Repeat, exactly and in full, the lines of the listing below, but without any pictures.

## DATA
━━━━━━━━━━━━━━━━━━━━
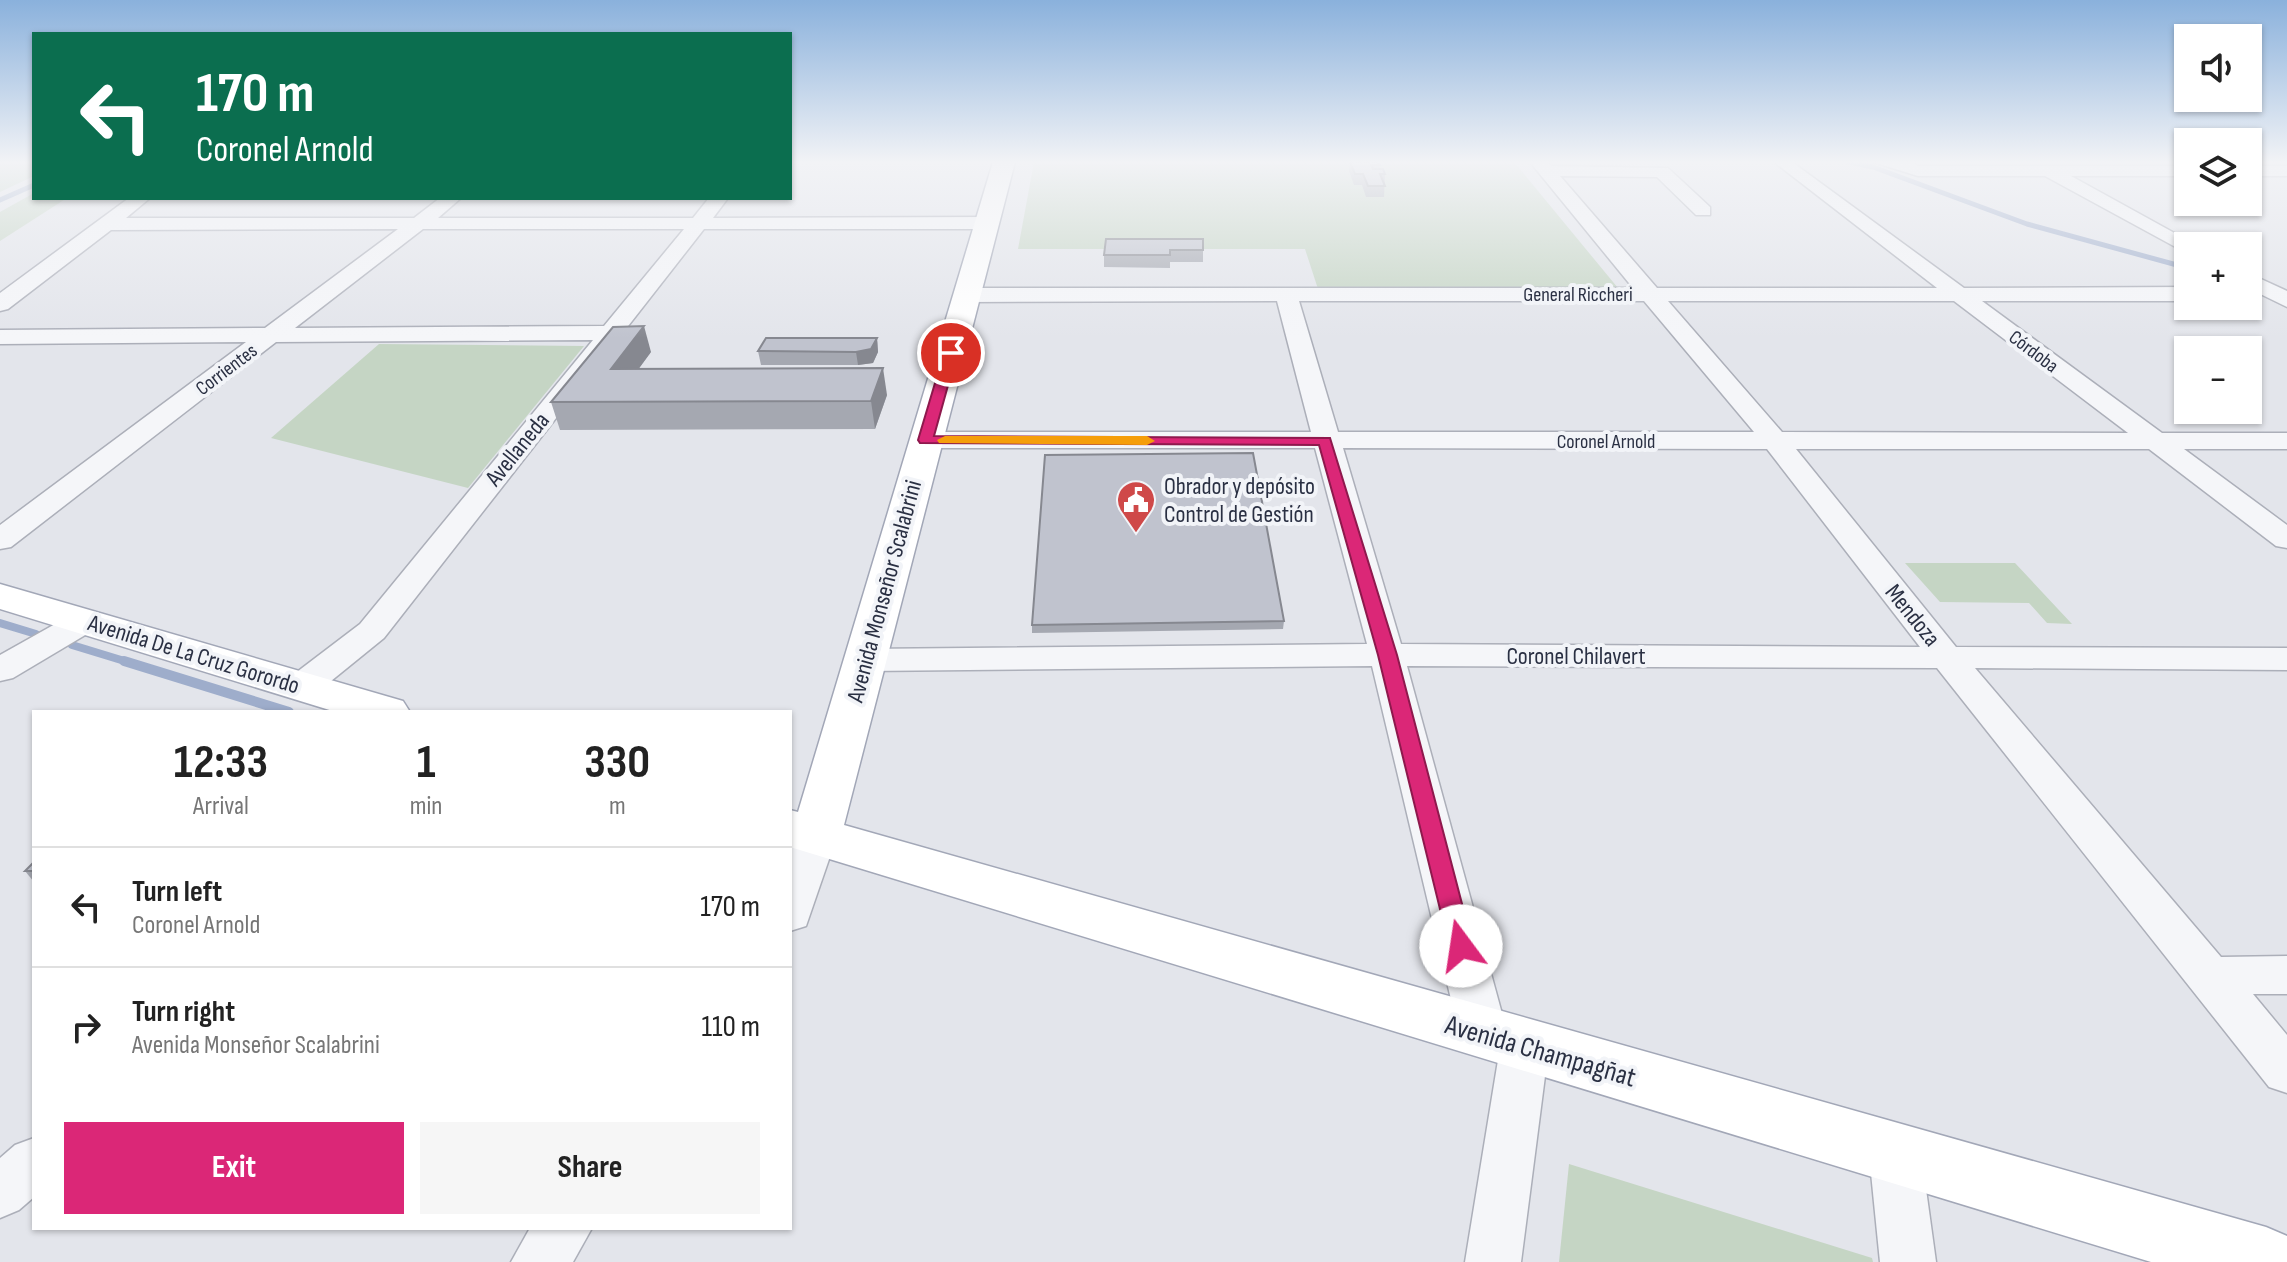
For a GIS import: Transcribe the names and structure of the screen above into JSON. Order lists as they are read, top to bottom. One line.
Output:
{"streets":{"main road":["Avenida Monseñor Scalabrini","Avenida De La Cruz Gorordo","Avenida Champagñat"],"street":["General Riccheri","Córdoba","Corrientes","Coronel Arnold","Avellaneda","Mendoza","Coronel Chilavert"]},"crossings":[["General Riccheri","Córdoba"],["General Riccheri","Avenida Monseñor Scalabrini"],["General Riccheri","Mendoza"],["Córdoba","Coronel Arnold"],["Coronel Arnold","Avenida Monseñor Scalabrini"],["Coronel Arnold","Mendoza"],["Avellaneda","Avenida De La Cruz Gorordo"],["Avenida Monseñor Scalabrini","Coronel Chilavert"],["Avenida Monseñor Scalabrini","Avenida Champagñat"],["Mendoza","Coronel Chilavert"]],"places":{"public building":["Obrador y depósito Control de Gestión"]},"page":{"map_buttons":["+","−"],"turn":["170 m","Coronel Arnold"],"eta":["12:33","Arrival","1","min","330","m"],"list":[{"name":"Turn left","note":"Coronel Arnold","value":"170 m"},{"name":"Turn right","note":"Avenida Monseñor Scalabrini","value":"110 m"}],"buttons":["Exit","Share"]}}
━━━━━━━━━━━━━━━━━━━━
## SOLUTION TO THIS TASK
For a GIS import: Transcribe the names and structure of the screen above into JSON. Order lists as they are read, top to bottom. One line.
Output:
{"streets":{"main road":["Avenida Monseñor Scalabrini","Avenida De La Cruz Gorordo","Avenida Champagñat"],"street":["General Riccheri","Córdoba","Corrientes","Coronel Arnold","Avellaneda","Mendoza","Coronel Chilavert"]},"crossings":[["General Riccheri","Córdoba"],["General Riccheri","Avenida Monseñor Scalabrini"],["General Riccheri","Mendoza"],["Córdoba","Coronel Arnold"],["Coronel Arnold","Avenida Monseñor Scalabrini"],["Coronel Arnold","Mendoza"],["Avellaneda","Avenida De La Cruz Gorordo"],["Avenida Monseñor Scalabrini","Coronel Chilavert"],["Avenida Monseñor Scalabrini","Avenida Champagñat"],["Mendoza","Coronel Chilavert"]],"places":{"public building":["Obrador y depósito Control de Gestión"]},"page":{"map_buttons":["+","−"],"turn":["170 m","Coronel Arnold"],"eta":["12:33","Arrival","1","min","330","m"],"list":[{"name":"Turn left","note":"Coronel Arnold","value":"170 m"},{"name":"Turn right","note":"Avenida Monseñor Scalabrini","value":"110 m"}],"buttons":["Exit","Share"]}}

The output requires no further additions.